Self-installing platforms for offshore HVDC projects

Peter Jones, Engineering Manager Grid Systems ABB UK, explains the background to the development of ABB’s new self-installing gravity-base structure (GBS) platform concept for offshore HVDC projects

ABB is currently working on a contract worth around $1 billion for TenneT, the Dutch-German transmission grid operator, to create the 900 MW DolWin2 power link that will connect offshore wind farms in the North Sea to the German mainland grid.

DolWin2 is ABB’s third offshore wind connection order for TenneT, following the 800 MW Dolwin1 link, which is now drawing to completion, and previously the BorWin1 project. Both the BorWin1 and Dolwin1 projects feature conventional fixed platforms to house the offshore converter stations. However, the DolWin beta platform is based on a new GBS design concept, building on experience gained from semi-submersible floating platforms for the oil and gas sector.
Wind farms in the DolW in cluster – including the 400 MW Gode Wind II project and other wind farms – will be connected by 155 kV AC cables to the HVDC Light® converter station platform situated in the North Sea. This will then transmit the electricity at +320 kV DC via 45 km of subsea cable and 90 km of land cable to the onshore HVDC station at D√∂rpen-West, where it will be converted to 380 kV AC and connected to the German main grid.
The platform challenge
The first HVDC link to connect an offshore wind farm with an AC grid was the 400 MW BorWin1 project. Based on HVDC Light® technology, this 200 km link connects the Bard Offshore 1 wind farm located off Germany’s North Sea coast to the HVAC grid on the German mainland.
The drawback of the conventional fixed platform (jacket and topside) featured on BorWin1 is that installation/lifting is only possible in the better sea conditions found during May to September.
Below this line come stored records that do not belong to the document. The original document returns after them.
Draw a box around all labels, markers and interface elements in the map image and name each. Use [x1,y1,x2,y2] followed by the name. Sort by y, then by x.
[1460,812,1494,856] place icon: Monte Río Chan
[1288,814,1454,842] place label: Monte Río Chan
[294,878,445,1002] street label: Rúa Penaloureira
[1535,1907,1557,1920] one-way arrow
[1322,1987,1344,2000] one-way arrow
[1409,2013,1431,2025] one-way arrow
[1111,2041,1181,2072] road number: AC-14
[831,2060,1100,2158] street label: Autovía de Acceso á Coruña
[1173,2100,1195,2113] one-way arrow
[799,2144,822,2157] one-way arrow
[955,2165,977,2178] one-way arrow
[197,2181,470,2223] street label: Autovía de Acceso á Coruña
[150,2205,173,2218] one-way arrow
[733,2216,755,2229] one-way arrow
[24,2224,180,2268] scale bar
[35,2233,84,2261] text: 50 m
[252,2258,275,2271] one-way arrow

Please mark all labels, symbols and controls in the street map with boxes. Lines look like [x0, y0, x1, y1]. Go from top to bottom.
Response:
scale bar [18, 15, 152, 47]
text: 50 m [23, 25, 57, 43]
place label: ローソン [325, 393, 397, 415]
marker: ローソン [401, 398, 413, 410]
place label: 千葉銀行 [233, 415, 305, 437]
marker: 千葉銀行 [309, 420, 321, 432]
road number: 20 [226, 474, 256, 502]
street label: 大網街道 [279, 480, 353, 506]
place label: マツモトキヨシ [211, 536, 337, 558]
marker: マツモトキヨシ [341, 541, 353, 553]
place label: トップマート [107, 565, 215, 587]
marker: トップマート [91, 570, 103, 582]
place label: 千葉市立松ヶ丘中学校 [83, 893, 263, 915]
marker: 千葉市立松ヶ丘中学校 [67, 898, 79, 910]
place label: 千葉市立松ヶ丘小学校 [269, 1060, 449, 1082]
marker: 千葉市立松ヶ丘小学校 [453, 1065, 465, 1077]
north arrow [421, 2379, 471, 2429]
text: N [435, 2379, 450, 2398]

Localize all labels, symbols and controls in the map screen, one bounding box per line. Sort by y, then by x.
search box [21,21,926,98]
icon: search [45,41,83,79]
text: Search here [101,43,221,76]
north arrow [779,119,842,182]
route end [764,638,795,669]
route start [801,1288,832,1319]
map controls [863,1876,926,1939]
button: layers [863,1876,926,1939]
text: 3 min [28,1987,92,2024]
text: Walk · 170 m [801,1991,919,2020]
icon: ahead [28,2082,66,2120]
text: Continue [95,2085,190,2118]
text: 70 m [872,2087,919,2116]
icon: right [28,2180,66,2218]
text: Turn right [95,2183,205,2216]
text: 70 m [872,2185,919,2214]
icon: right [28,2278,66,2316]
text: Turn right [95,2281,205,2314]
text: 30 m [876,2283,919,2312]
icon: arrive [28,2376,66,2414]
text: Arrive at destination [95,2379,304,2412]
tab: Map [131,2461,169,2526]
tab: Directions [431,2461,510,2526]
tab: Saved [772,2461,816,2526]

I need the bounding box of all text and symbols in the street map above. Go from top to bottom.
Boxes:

Furthermore, with a 1,000 MW HVDC station weighing in at around 10,000 tons, it requires the world’s largest crane vessel, which has implications for both costs and availability, and multiple offshore lifts. Most designs are also not suitable for shallow water.
Platform alternatives
One alternative is the jack-up self-installing (floating) platform. Its installation has no need for a large crane vessel, instead using a complex design of jack-up system and platform to handle the offshore jack-up operation. Many yards have the capability to fabricate platforms with no design risk, although current experience is limited to large platforms of over 10,000 tonnes.
ABB has worked with Aibel, the Norwegian offshore engineering company, to develop a new self-installing gravity-base structure (GBS) platform design, based on proven technology from the oil and gas sector. It provides a global design for 700 to 1,100 MW projects and detailed designs for 800 and 900 MW applications with a design life of 30 years.
Intended for use with wind farms in sea depths of between 15 and 45 metres, the GBS platform is constructed onshore. All the platform systems are fully commissioned in dock, minimising offshore hook up works.
The platform is then towed into position by tugs and secured on the seabed by its own weight and ballasting. This approach significantly reduces the weather dependence of the installation operation and offshore commissioning is limited to energisation and trial runs following installation of the HV cables.
Reduced environmental impact
The GBS platform is designed to reduce environmental impact. It has the potential to simplify the requirements for seabed preparation, while the elimination of noisy piling operations ensures there is no impact on wildlife. The platform is also easy to remove and decommission at the end of its service life.
Optimised operation and maintenance
Optimisation of operation and maintenance were key factors in the design of the GBS platform. It is intended for remote operation, but is also prepared for helicopter and boat access. The provision of living quarters and equipment storage facilitates the use of the platform as a service point. Indoor walkways are provided and the living and working sections are localised to ensure working safety. Systems for large equipment replacement projects are incorporated.
GBS moves from concept to reality
The first ever GBS platform, for Dolwin2, which is believed to be the world’s largest offshore wind platform, is currently under construction on behalf of ABB and Aibel at the Dubai shipyard, Drydocks World.
The Dolwin beta platform will have a capacity of 900 MW and include accommodation facilities and a helicopter deck. Following fabrication, it will be delivered to Aibel’s yard in Haugesund, Norway, for fitting out. DolWin2 is scheduled to come on line in 2015.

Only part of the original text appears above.